The monument was placed in 1910 by Bennett H. Young, who rode with Confederate general John Hunt Morgan. Each Memorial Day a young girl from Nancy named Dorotha Burton decorated a white oak tree in Zollicoffer's honor. This was the inspiration for placing the monument only a few feet away from the tree. In the 1990s the tree was destroyed by lightning, but a sapling from that tree was put in its place, and is also called the Zollicoffer tree.

The monument is an 8 ft tall obelisk made of roughly hewed limestone.
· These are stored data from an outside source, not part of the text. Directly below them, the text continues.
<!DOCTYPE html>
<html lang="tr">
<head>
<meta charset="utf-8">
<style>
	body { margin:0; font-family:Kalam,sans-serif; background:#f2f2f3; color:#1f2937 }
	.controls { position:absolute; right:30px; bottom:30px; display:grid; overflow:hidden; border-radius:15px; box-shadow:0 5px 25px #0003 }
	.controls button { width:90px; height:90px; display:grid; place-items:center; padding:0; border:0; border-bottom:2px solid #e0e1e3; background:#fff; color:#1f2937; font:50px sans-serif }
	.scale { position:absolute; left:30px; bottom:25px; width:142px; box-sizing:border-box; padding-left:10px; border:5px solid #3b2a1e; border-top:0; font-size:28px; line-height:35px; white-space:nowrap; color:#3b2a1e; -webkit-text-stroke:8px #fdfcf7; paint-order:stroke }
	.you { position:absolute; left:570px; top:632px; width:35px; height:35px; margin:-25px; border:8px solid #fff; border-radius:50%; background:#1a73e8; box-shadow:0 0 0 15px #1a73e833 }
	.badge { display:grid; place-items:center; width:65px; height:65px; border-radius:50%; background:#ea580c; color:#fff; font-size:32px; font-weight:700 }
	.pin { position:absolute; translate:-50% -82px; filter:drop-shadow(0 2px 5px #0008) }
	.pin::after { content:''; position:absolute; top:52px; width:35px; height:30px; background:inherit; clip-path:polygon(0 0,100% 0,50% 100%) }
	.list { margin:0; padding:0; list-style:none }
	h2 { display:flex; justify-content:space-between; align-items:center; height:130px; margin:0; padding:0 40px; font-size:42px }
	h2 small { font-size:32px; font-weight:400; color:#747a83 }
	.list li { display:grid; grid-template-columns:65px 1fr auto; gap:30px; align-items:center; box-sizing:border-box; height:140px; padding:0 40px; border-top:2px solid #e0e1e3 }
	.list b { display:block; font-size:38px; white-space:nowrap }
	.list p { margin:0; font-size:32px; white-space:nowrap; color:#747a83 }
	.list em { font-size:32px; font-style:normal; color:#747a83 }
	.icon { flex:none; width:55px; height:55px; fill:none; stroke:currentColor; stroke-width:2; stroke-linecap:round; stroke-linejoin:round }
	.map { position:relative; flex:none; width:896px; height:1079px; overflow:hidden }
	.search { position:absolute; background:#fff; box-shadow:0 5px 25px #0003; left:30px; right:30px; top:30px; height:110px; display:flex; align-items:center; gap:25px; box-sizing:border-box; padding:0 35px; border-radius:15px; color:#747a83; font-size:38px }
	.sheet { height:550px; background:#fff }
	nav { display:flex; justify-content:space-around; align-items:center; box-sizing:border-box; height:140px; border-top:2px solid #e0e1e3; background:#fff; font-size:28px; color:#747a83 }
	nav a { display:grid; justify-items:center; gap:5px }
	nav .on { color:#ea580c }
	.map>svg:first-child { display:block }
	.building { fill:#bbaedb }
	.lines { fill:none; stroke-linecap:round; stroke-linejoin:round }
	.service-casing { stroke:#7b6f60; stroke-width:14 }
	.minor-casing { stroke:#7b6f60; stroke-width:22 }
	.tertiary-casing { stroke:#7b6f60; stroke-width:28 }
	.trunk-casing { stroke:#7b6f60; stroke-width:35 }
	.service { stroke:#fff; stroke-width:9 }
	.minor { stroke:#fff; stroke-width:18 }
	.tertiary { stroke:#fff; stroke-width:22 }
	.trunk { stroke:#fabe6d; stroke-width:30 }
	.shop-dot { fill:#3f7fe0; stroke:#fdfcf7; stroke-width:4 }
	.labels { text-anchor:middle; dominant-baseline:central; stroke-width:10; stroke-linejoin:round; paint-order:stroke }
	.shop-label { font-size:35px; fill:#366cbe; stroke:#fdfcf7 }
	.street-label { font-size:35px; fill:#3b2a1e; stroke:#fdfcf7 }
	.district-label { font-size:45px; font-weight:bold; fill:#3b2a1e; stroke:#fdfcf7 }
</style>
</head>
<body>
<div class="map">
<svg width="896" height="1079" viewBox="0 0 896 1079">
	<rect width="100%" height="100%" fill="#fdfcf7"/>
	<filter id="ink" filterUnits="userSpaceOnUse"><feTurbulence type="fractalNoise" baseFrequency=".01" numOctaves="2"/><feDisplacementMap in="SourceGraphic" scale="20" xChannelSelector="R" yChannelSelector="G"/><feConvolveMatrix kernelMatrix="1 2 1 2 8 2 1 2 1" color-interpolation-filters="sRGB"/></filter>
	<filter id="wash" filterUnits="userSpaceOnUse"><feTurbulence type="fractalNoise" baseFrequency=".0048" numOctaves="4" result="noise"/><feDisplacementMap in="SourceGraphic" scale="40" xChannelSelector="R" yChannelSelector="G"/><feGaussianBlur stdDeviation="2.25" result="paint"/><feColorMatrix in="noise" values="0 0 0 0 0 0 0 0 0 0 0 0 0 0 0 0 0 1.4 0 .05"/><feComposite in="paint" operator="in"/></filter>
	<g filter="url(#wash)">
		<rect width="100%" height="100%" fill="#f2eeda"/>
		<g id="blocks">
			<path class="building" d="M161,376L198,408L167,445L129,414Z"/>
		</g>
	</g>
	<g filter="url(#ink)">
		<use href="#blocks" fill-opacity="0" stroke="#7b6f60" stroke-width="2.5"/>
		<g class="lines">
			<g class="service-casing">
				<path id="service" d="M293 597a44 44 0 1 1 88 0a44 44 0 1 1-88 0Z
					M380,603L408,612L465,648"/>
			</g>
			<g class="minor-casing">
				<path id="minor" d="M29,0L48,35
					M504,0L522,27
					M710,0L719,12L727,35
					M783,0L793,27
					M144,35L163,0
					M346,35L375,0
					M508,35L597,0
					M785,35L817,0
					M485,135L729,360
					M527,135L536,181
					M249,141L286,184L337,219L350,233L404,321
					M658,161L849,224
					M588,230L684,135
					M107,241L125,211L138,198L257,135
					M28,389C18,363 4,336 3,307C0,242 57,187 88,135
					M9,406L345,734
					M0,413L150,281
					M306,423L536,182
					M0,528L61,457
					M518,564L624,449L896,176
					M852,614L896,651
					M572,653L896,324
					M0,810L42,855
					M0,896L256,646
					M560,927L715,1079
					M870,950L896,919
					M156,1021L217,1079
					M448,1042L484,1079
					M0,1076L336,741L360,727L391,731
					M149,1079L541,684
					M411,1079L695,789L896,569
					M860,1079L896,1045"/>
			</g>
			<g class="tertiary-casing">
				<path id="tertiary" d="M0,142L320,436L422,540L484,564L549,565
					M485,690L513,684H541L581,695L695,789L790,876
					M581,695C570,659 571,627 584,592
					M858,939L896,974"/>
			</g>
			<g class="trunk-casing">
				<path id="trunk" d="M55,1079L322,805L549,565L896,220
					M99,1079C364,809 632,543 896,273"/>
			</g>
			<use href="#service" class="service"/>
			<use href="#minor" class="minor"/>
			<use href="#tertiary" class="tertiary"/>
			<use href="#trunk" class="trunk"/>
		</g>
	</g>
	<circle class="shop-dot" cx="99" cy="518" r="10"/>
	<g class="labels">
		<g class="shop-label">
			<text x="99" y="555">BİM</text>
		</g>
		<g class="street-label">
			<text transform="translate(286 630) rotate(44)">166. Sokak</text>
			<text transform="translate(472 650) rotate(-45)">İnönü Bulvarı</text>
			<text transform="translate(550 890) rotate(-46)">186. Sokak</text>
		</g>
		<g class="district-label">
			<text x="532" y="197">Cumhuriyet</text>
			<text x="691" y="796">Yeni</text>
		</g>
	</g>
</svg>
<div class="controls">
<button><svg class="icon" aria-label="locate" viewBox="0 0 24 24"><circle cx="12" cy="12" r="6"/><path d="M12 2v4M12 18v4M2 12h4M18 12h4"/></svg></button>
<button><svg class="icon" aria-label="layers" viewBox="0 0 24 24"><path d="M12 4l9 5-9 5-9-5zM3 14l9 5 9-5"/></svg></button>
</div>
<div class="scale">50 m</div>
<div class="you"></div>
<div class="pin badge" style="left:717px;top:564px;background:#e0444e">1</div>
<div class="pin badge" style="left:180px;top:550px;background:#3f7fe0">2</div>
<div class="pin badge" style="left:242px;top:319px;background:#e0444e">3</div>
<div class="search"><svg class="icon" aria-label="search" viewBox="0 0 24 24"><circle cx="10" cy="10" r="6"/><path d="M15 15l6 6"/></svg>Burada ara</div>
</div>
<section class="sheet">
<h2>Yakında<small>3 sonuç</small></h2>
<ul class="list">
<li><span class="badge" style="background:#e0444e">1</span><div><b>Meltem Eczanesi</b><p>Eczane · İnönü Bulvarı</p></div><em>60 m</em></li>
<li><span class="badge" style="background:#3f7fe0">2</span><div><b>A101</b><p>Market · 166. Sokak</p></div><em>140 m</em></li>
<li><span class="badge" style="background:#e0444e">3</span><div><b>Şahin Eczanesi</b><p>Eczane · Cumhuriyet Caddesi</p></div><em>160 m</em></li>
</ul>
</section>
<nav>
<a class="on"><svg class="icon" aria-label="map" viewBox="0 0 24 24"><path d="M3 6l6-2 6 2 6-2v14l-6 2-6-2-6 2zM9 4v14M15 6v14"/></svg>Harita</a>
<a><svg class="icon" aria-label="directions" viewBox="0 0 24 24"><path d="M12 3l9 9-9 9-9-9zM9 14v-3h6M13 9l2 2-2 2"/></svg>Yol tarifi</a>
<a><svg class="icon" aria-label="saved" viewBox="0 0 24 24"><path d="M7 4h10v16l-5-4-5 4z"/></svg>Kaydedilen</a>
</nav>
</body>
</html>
The description mentions not only Zollicoffer, but the other Confederates who died during the Battle of Mill Springs.

On July 17, 1997, the General Felix K. Zollicoffer Monument was one of sixty-one different monuments related to the Civil War in Kentucky placed on the National Register of Historic Places, as part of the Civil War Monuments of Kentucky Multiple Property Submission. Only a few feet away is another of the so-honored monuments: the Confederate Mass Grave Monument in Somerset. The other monument on the list in Pulaski County is the Battle of Dutton's Hill Monument north of Somerset, Kentucky.